> _What needs to be done_
Would you please output the lines from the one holding "I need the bounding box of the labels" to the end of the entries, exactly and with no others?
______________________________
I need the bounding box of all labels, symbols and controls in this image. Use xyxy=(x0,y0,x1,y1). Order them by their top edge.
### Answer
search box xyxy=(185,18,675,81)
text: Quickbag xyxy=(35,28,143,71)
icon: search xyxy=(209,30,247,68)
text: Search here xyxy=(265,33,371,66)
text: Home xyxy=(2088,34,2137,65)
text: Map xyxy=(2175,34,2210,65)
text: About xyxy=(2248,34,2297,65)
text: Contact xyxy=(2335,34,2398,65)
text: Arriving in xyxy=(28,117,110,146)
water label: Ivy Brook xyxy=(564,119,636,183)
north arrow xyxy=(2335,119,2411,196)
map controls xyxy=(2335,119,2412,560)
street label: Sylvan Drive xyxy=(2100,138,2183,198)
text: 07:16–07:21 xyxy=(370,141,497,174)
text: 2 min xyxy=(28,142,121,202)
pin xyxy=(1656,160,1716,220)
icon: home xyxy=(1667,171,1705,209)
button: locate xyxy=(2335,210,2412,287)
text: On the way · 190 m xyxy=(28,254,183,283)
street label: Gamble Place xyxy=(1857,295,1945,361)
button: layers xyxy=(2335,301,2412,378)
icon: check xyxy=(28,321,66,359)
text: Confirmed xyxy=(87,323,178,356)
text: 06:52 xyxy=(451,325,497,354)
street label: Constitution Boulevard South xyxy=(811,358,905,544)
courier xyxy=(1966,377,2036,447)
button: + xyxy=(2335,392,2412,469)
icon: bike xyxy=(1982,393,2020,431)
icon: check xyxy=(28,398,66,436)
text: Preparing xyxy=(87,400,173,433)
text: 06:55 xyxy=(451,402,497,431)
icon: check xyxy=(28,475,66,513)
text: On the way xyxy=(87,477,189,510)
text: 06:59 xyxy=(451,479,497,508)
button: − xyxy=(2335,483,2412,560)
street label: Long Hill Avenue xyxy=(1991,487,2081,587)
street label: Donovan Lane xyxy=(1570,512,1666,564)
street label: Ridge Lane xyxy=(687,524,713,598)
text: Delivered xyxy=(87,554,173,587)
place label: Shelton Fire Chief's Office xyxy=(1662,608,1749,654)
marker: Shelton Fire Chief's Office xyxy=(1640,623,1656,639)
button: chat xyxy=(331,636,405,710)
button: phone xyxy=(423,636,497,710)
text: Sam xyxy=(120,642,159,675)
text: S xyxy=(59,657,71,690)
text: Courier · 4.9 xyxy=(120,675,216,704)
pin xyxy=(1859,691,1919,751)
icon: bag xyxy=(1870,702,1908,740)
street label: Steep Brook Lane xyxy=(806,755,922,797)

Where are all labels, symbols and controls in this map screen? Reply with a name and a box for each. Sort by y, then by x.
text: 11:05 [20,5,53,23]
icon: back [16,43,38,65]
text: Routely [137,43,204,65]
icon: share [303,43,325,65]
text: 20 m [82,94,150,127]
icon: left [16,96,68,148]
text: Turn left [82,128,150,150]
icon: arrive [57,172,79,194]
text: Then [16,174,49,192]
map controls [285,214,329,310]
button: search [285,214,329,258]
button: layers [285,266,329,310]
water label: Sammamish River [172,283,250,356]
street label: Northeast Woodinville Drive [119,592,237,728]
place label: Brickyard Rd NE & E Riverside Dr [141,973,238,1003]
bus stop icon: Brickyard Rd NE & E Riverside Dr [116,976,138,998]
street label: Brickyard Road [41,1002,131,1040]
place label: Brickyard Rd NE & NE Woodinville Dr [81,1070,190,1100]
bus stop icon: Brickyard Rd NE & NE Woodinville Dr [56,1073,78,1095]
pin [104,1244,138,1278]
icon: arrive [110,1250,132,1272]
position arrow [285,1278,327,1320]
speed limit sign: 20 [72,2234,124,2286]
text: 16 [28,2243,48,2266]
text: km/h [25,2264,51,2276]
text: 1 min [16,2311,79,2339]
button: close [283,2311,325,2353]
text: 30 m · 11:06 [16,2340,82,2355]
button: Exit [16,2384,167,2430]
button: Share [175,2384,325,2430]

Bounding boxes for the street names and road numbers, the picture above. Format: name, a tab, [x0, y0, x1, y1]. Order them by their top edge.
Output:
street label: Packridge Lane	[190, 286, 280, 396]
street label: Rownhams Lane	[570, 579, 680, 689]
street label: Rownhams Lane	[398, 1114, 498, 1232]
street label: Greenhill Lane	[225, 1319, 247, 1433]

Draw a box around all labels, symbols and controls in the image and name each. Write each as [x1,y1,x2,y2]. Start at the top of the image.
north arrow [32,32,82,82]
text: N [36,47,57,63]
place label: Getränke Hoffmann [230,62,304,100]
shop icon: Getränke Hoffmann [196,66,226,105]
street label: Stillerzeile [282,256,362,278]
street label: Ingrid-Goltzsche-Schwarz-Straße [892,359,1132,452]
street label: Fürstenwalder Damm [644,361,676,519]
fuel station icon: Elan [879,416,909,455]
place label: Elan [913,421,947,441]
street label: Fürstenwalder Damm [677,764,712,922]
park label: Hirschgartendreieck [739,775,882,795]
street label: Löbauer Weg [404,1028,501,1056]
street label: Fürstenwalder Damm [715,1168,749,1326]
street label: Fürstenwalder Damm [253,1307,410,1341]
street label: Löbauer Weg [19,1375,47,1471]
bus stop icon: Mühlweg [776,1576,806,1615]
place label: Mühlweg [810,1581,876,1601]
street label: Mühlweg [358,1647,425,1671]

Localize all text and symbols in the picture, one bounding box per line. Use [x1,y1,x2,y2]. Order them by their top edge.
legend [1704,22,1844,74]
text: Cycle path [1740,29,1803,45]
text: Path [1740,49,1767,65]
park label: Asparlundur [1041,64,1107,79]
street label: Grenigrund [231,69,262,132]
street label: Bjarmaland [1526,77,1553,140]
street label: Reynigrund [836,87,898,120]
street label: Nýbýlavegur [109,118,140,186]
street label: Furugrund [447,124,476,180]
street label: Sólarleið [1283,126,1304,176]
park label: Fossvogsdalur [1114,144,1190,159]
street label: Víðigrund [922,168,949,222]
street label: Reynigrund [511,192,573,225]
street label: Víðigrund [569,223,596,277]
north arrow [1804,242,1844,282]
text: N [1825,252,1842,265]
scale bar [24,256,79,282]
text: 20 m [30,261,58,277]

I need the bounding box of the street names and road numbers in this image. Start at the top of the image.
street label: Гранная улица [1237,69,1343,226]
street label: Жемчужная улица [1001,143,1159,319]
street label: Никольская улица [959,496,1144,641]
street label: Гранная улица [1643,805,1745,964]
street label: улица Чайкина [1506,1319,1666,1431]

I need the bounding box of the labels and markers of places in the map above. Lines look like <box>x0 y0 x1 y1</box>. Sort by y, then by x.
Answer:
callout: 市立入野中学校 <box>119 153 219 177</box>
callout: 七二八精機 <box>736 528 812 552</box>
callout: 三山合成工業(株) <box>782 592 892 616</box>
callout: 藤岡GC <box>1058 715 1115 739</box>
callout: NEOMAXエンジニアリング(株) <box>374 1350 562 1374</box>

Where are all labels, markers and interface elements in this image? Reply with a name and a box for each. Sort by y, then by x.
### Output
______________________________
> _Solution below_
I need the bounding box of the labels and markers of places in the map above. Lines look like <box>x0 y0 x1 y1</box>. Sort by y, then by x.
Answer:
callout: 市立入野中学校 <box>119 153 219 177</box>
callout: 七二八精機 <box>736 528 812 552</box>
callout: 三山合成工業(株) <box>782 592 892 616</box>
callout: 藤岡GC <box>1058 715 1115 739</box>
callout: NEOMAXエンジニアリング(株) <box>374 1350 562 1374</box>

Where are all labels, markers and interface elements in this image? Reply with a name and a box for each. Sort by y, then by x.
### Output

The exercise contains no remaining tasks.